Le bruit de moteur grossissait, mais rien n’était visible. Tout le groupe s’arrêta, attentif. La pensée qu’une section motorisée ennemie pouvait nous surprendre ainsi, de nuit, sur la steppe détrempée, fit perdre son contrôle à un blessé qui nous suivait à cloche-pied. Le malheureux, épuisé, se mit à trembler et à pleurnicher. Les yeux fouillant l’obscurité à s’en faire mal, chacun cherchait à déceler le nouveau péril qui s’approchait rapidement. Enfin, le lieutenant, qui ne savait plus que faire, parla :

— Il est possible qu’il passe sans nous voir. Y a-t-il parmi vous des Panzerjäger ?

Rapidement le seul spandau que possédait notre petit groupe fut mis en batterie pour une ultime tentative de défense. Fort heureusement, la fatigue, qui bombardait mes tempes sous mon casque qui semblait être de plomb, m’empêchait de juger lucidement la gravité de la situation. Le seul fait que nous nous étions arrêtés de marcher représentait, pour mon corps fourbu et affamé, un instant de repos dont il fallait tenter de profiter au maximum. Je savais que la peur viendrait avec la reprise de mon souffle et que, du même coup, je ne perdrais rien du spectacle.

La première masse noire qui se présenta, tous feux éteints, paraissait être une voiture légère. Malgré nos efforts, il nous fut impossible de distinguer de quoi il s’agissait. Puis vinrent plusieurs bruits de chenilles. Bruits précis, nets, plus effrayants que n’importe quoi. Seuls ceux qui ont entendu le grondement d’un tank, qui vient accroître la trouille du malheureux troupier sur le front, seuls ceux-là comprendront et n’auront aucune difficulté à se mettre dans l’atmosphère : rien à voir avec un défilé du 14 juillet !

Avec ce bruit, la terreur gagna notre groupe. Tandis que certains cherchaient à voir d’où allaient surgir les monstres, d’autres – dont j’étais – s’étaient collés la face contre la terre pourrie et tremblaient nerveusement. Deux masses sombres parurent devant nous, à trente mètres, en cahotant. Une autre fit frémir la terre et le moindre de nos cheveux en passant à environ dix mètres. Un cri retentit :

— Die Maltakreuze, mein Gott !… Kamaraden !… Hilfe ! Hilfe !

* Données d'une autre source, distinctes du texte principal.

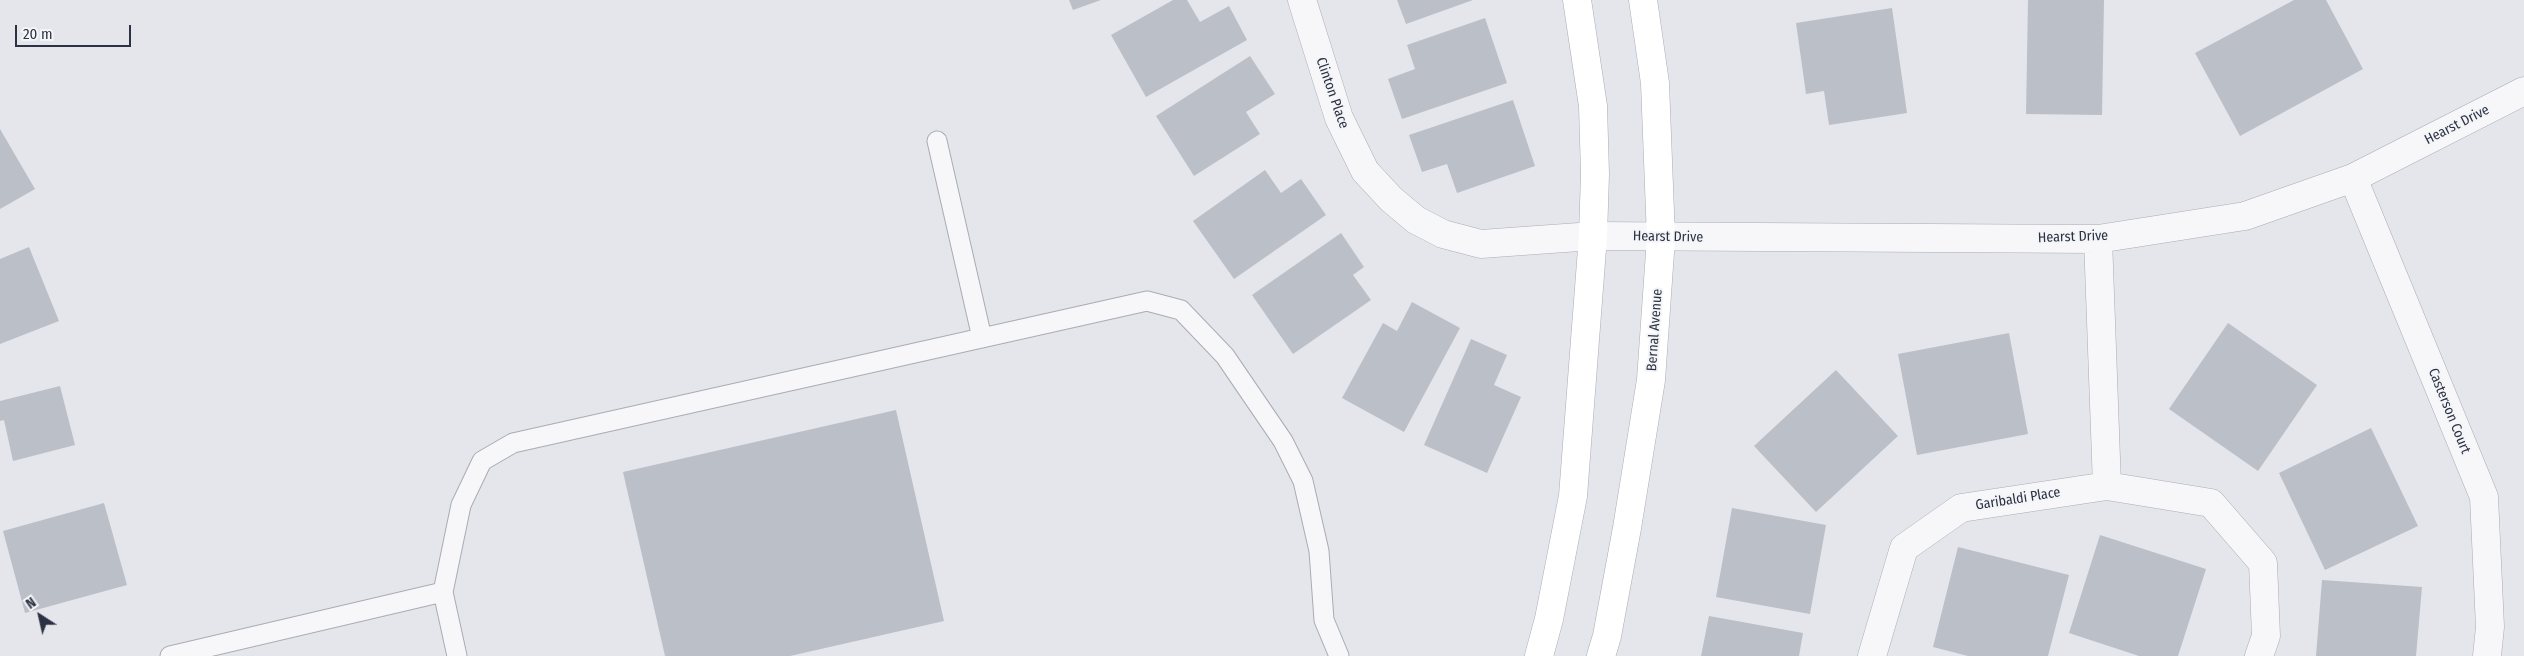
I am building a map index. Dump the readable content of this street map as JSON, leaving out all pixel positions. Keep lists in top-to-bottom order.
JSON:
{
  "streets": {
    "main road": ["Bernal Avenue"],
    "street": [
      "Clinton Place",
      "Hearst Drive",
      "Casterson Court",
      "Garibaldi Place"
    ]
  },
  "crossings": [
    ["Clinton Place", "Hearst Drive"],
    ["Hearst Drive", "Bernal Avenue"],
    ["Hearst Drive", "Casterson Court"]
  ],
  "scale_bar": "20 m",
  "north": "top left"
}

Pour moi qui parlais si mal l’allemand et le comprenais encore moins, ce fut un cri de panique de sauve-qui-peut. D’un seul coup, je fus sur mes jambes et, hagard, je me mis à courir dans la nuit.

C’était évidemment la seule chose à ne pas faire dans n’importe quel cas. Des jurons et des imprécations incertaines fusèrent à travers le bruit puissant des blindés. Je venais, inconsciemment, de donner le signal du départ à tout le groupe. Maintenant tout le monde s’était dressé et braillait en courant sur les chars. Pourtant, quelques prudents étaient restés allongés et, parmi ceux-ci, le lieutenant qui nous commandait. Je compris un peu tard que même les chars allemands qui passaient près de nous auraient très bien pu nous mitrailler, en nous prenant pour des Ruskis. À plus forte raison, s’il s’était agi de chars bolcheviks.